(Collected data entries)
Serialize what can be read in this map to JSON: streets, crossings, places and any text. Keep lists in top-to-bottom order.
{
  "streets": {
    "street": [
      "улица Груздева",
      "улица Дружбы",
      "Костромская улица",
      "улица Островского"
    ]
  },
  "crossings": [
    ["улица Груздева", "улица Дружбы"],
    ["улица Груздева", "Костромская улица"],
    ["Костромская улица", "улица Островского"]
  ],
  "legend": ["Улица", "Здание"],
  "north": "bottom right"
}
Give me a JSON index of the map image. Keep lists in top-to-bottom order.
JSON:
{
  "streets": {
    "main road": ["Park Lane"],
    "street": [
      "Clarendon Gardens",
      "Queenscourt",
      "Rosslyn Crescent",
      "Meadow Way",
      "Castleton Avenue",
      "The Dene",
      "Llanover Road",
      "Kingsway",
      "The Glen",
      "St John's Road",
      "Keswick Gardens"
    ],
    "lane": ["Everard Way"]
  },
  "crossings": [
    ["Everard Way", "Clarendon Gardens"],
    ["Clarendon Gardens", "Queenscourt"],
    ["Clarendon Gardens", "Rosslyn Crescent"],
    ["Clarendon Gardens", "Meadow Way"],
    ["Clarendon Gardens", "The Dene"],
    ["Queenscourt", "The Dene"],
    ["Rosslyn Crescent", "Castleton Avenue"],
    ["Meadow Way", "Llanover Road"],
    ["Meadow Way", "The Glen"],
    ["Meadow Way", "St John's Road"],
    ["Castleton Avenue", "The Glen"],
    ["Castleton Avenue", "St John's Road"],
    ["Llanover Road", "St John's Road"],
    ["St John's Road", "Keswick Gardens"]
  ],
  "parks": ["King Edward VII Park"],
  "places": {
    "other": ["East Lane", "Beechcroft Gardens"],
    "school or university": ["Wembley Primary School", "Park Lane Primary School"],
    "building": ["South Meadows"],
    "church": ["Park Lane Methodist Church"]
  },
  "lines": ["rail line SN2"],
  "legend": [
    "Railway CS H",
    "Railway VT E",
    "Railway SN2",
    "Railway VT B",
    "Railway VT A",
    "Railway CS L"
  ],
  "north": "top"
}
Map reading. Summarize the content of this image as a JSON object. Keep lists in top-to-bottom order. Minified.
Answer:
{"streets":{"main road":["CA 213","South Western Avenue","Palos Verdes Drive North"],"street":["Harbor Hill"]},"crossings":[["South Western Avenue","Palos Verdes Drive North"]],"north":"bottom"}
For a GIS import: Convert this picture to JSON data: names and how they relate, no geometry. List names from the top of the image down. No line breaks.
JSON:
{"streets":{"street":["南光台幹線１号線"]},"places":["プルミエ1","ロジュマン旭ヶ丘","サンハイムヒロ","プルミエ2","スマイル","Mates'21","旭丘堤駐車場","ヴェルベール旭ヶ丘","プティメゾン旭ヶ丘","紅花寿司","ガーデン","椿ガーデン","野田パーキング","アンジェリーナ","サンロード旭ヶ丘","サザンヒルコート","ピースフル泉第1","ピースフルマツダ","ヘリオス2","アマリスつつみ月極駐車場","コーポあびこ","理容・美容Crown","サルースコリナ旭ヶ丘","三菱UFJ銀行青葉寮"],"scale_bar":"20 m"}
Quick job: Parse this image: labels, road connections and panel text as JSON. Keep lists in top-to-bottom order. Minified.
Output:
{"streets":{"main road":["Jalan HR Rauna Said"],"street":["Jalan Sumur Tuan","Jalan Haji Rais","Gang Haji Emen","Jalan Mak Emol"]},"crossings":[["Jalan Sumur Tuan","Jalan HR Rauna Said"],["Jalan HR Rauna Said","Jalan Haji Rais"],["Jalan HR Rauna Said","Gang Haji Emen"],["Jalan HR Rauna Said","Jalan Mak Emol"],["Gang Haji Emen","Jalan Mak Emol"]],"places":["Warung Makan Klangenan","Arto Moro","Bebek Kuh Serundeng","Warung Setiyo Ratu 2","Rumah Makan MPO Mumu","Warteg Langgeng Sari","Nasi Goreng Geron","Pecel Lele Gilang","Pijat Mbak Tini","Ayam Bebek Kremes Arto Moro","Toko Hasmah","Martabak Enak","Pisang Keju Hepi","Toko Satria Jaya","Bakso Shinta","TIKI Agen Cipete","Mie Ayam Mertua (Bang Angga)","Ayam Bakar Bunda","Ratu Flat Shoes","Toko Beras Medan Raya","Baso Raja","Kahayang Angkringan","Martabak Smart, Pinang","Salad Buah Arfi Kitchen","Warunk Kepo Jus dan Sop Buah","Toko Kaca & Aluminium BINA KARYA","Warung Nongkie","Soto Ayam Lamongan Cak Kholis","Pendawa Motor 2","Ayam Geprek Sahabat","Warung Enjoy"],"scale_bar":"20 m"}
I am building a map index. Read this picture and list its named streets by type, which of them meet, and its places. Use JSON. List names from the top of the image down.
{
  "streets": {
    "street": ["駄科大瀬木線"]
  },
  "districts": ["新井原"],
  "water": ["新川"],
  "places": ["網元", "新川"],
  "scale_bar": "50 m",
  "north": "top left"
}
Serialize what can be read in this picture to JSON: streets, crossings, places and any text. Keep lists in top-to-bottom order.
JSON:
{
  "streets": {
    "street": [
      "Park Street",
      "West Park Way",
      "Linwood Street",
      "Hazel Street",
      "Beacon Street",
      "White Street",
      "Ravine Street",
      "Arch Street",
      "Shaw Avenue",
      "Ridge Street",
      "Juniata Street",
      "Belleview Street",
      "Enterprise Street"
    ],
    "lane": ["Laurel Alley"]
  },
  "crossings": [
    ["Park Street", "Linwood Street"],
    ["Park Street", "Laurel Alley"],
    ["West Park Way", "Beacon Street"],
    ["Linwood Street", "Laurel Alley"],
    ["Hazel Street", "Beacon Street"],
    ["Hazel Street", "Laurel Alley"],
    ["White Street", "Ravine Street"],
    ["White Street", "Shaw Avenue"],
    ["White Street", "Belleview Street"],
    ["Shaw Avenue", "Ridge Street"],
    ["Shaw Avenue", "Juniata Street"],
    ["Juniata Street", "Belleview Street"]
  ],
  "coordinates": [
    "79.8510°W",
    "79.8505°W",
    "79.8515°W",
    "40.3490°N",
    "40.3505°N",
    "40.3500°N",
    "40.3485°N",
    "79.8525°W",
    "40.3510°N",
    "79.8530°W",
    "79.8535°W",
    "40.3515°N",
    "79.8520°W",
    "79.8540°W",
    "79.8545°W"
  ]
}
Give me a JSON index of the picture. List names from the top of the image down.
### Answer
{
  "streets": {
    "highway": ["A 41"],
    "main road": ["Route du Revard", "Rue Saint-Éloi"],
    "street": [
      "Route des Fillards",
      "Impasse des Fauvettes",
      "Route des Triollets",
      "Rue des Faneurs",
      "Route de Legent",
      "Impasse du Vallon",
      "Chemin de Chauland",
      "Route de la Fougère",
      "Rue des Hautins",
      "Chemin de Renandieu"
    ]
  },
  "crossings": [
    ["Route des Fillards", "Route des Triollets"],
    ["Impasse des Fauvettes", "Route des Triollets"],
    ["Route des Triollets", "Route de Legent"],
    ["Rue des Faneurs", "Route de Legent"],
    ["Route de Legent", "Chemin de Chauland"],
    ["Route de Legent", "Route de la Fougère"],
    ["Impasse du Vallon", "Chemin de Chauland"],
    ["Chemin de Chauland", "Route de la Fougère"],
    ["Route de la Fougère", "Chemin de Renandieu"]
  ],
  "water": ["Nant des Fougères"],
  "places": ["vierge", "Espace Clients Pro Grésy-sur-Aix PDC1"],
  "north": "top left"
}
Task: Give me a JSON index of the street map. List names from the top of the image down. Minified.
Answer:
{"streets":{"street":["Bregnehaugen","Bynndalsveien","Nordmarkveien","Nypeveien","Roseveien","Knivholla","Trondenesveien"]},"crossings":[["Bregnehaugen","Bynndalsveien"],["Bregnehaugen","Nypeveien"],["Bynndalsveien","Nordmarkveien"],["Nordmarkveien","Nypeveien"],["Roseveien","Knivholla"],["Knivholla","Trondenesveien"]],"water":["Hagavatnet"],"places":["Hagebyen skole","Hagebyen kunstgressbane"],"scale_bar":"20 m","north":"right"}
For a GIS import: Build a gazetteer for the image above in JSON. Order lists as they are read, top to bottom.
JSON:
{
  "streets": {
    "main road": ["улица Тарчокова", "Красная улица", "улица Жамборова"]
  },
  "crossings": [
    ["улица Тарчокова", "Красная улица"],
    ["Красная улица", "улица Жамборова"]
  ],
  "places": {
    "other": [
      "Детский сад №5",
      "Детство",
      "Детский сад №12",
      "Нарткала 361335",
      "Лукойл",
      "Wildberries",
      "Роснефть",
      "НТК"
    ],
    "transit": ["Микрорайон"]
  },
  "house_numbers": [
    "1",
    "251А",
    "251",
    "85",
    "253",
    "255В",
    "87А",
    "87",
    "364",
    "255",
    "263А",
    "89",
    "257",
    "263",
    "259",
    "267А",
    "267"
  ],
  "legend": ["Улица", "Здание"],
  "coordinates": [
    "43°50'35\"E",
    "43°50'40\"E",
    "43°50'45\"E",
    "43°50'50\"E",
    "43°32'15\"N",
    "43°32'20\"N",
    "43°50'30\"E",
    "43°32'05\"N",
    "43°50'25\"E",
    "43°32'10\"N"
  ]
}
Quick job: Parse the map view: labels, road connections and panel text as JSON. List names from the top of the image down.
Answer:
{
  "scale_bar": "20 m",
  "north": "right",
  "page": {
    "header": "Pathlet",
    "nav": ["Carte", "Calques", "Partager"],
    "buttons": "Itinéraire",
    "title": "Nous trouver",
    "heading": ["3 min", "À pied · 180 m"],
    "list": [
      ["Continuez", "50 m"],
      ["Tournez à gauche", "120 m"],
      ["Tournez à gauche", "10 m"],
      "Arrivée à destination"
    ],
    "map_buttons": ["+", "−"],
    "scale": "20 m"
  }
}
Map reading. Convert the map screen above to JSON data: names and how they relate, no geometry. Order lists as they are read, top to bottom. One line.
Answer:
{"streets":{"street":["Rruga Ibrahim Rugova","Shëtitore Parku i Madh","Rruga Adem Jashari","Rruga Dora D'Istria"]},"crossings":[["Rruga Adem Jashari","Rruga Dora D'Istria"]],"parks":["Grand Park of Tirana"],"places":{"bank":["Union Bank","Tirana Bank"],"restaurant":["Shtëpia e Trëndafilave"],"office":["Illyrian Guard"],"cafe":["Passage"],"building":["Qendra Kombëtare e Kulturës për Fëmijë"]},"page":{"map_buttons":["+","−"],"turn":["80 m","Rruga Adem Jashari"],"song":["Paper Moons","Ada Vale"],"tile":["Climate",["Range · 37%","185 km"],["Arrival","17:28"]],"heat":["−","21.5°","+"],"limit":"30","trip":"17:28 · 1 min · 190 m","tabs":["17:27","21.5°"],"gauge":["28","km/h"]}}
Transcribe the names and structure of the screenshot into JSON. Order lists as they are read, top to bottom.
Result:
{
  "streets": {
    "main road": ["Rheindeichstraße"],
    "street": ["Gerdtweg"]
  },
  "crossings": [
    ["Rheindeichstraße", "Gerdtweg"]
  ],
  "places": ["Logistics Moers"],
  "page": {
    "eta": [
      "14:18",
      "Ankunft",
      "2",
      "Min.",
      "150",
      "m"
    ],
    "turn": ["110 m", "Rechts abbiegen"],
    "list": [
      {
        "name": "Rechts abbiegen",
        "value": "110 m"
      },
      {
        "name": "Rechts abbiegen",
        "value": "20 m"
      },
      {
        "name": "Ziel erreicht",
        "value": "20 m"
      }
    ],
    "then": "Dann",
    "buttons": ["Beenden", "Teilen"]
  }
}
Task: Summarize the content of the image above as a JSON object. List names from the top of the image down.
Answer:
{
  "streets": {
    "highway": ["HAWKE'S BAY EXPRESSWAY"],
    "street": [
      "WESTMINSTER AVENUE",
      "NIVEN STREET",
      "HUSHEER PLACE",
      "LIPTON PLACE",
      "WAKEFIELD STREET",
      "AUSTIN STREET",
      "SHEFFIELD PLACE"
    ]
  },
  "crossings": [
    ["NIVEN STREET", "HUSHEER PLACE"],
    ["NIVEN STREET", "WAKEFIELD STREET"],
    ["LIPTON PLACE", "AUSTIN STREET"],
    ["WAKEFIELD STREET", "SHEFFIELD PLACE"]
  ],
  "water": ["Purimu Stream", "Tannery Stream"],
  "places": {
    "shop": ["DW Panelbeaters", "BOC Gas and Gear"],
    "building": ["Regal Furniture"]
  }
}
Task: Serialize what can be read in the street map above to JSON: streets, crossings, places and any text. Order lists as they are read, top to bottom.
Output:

**WORK INSTRUCTIONS**
Transcribe, word for word, the data above from its first line through the line with "Give me a JSON index of the map", and include nothing else.

**EXERCISE RESULT**
Serialize what can be read in this map to JSON: streets, crossings, places and any text. Keep lists in top-to-bottom order.
{
  "streets": {
    "street": [
      "улица Груздева",
      "улица Дружбы",
      "Костромская улица",
      "улица Островского"
    ]
  },
  "crossings": [
    ["улица Груздева", "улица Дружбы"],
    ["улица Груздева", "Костромская улица"],
    ["Костромская улица", "улица Островского"]
  ],
  "legend": ["Улица", "Здание"],
  "north": "bottom right"
}
Give me a JSON index of the map image. Keep lists in top-to-bottom order.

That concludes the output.